A Different Way to Look at Partitions.

Quite some time ago I watched the movie 'The Man Who Knew Infinity' which most of you must be knowing is a real life story based on a very respectable Indian mathematician Srinivasa Ramanujan. I had not even heard of the partition until it was mentioned in the movie. So after that I looked up on the internet about partition theory and went on my own expedition to find the number of partitions of a number. It's not an amazing new formula to magically output value of number of partitions for a given input, rather it is a long method which incorporates visualization (much similar to Young's diagrams and Ferrer's diagrams) to find the number of partitions of a given positive integer. Now without any further ado, here is what I thought about it.

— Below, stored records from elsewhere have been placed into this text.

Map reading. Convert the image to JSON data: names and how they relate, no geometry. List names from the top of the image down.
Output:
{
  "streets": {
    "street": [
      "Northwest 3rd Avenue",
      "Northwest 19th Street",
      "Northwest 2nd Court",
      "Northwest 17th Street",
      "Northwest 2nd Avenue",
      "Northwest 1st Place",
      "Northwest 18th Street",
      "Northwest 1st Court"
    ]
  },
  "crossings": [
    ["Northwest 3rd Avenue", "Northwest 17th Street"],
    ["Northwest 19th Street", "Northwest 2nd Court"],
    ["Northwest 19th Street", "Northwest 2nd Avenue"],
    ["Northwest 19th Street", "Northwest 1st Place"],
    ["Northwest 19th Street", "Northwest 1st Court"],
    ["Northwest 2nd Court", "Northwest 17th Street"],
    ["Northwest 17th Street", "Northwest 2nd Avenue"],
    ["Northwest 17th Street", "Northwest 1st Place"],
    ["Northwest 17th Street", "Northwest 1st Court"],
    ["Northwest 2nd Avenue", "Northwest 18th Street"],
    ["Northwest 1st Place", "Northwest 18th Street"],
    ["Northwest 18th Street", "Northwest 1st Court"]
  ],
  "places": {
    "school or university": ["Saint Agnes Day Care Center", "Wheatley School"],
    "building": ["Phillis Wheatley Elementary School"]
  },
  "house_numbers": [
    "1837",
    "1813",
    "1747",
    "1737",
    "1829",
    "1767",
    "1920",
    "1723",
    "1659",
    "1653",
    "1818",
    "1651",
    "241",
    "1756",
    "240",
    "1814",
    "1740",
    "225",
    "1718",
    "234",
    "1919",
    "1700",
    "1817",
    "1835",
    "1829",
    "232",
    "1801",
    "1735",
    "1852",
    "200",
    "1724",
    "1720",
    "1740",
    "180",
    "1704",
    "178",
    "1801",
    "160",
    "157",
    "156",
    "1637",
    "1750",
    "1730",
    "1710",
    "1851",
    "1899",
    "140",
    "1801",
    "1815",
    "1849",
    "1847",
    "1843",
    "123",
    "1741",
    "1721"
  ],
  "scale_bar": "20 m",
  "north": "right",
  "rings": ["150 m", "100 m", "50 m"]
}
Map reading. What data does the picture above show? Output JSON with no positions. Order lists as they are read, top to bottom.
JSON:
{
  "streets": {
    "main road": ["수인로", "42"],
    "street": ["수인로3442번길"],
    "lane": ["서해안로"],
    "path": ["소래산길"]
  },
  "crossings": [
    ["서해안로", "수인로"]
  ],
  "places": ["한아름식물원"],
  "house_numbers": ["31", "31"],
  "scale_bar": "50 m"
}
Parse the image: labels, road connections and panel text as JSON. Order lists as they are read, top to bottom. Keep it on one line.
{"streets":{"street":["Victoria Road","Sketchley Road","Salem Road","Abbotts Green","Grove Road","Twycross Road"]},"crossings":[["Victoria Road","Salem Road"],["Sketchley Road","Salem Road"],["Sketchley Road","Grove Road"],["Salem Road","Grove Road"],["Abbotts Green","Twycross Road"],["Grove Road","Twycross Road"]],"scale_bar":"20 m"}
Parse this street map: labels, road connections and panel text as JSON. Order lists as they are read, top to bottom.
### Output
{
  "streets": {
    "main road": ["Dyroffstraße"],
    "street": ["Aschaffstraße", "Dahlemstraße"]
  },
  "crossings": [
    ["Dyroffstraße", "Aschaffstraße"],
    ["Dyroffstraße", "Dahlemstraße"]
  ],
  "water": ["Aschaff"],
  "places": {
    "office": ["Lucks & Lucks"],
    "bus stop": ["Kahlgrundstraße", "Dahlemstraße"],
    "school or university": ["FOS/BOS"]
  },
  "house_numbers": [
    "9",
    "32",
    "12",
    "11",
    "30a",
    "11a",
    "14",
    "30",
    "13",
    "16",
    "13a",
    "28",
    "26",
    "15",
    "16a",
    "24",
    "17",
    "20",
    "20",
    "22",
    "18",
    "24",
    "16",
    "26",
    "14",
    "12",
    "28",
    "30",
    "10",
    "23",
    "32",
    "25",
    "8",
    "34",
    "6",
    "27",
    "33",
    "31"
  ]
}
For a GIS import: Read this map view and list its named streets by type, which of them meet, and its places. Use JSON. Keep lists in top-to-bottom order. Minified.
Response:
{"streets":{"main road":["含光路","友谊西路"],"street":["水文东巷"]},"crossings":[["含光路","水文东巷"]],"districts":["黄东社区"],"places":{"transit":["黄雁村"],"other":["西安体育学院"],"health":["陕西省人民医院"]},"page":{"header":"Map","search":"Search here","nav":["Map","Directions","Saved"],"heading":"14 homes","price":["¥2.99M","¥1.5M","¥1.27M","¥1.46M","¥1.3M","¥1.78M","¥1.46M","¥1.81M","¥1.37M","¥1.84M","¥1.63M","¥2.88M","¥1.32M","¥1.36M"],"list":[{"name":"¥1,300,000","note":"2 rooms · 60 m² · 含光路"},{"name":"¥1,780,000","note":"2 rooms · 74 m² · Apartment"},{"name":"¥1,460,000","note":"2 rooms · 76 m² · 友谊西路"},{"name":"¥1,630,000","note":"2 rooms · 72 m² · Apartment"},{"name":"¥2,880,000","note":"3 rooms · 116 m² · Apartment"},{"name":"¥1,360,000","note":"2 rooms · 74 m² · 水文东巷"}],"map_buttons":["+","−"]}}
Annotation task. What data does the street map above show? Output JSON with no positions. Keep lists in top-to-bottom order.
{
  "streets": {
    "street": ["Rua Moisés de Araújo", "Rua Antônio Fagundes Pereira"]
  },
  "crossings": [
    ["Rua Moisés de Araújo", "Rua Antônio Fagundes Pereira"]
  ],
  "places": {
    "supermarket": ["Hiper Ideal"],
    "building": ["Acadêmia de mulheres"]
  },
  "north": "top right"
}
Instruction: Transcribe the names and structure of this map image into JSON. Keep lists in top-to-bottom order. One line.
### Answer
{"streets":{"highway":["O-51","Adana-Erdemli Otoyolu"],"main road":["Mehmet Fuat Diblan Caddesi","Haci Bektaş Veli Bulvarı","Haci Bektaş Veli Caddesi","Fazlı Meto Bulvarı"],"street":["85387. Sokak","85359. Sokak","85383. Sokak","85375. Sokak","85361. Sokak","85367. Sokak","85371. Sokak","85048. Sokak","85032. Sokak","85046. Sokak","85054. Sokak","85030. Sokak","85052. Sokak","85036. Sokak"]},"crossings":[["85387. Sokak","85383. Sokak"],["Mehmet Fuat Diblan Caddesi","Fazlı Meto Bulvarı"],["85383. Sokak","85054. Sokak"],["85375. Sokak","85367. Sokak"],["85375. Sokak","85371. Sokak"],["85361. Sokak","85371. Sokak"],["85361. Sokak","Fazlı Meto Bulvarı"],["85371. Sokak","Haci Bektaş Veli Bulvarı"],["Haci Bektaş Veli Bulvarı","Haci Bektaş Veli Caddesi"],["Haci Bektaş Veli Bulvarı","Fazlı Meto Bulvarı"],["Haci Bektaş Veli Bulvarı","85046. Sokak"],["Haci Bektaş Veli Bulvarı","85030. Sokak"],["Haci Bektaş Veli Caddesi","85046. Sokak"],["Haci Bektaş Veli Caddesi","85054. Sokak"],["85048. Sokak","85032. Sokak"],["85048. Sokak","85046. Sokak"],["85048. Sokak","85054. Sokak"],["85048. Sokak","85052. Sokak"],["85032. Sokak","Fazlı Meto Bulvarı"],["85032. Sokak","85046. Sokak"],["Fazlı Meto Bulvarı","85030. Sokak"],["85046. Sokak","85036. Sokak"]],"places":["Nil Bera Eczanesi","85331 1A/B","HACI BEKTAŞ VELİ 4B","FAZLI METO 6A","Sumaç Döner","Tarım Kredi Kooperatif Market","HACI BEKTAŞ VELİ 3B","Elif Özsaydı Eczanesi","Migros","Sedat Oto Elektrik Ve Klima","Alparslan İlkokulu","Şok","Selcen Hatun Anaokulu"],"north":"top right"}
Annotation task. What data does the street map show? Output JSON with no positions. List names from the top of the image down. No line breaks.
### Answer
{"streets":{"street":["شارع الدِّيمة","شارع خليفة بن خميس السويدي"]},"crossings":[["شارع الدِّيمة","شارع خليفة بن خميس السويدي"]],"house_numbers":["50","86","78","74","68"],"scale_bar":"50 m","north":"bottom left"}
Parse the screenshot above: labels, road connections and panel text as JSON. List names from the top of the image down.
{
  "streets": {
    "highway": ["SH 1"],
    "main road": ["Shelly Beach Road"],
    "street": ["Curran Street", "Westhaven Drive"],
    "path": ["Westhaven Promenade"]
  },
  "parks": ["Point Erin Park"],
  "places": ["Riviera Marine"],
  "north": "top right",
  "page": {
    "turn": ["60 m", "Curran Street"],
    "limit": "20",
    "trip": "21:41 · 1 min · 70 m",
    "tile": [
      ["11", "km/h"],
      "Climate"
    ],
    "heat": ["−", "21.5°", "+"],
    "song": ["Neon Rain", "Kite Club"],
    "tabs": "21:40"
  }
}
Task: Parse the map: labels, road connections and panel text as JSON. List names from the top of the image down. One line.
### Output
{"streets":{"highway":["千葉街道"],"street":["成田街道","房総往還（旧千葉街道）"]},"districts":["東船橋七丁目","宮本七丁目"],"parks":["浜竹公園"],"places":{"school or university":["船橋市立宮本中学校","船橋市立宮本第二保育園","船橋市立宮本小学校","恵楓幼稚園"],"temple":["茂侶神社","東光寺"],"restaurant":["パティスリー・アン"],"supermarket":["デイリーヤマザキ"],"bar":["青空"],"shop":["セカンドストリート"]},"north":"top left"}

Let's suppose that one mushroom represents the number \(1\), vertical stacking adds the ones and horizontal stacking of vertical stacks adds the numbers. For eg. \(3+2+1\) will be represented as :

\([\)Note that \(3+2+1\) is same as \(3+1+2\) or \(2+1+3\) \(]\)

The number \(4\) can be represented as 'Mushroom Diagram' in following ways -

Let's add another notation here, let \(P_{n}\) denote the number of partitions of integer \(n\).Now, we will consider \(1+1+1+1.... n\) times as the \(Base Partition\) and we will do some operations on this \(Base Partition\) to get our desired results. Note that \(Base Partition \) is the most \(wide\) partition out of all.

Firstly we take \(m\) mushrooms from lined up \(n\) mushrooms and now what we have left is \(n-m\) mushrooms in a row and the \(m\) mushrooms we picked up. Now we have to stack up these \(m\) mushrooms on top of \(n-m\) mushrooms, somewhat like this-

Now things start to get a little bit messy because of the two possibilities viz. -

i) \(n-m > m\)

ii) \(n-m < m\)

1. \(n-m > m\)

This is an easy one as the number of ways the \(m\) mushrooms can be stacked upon \(n-m\) mushrooms is equal to the number of partitions of \(m\) because even the Base Partition of \(m\) mushrooms would fit on the \(n-m\) mushrooms. So, the number of ways to stack \(m\) mushrooms if \(n-m>m\) is \(P_{m}\). For eg. for \(n=6\) and \(m=2\)

2. \(n-m<m\)

In this case we would not be able to stack all the partitions of \(m\) on the \(n-m\) mushrooms lined up because the Base Partition along with some other partitions would not fit. So we will have to subtract some cases to get the actual number of ways. If \(n\) is even the maximum vertical stack of mushrooms left un-stacked would be \(2,4,6,8.....\) depending on value of \(m\). And in case of odd \(n\) the number of mushrooms left unstacked would be \(1,3,5,7.....\) depending on value of \(m\). For eg. if \(n=6\) and \(m=4\) the maximum number of mushrooms left out would be 2.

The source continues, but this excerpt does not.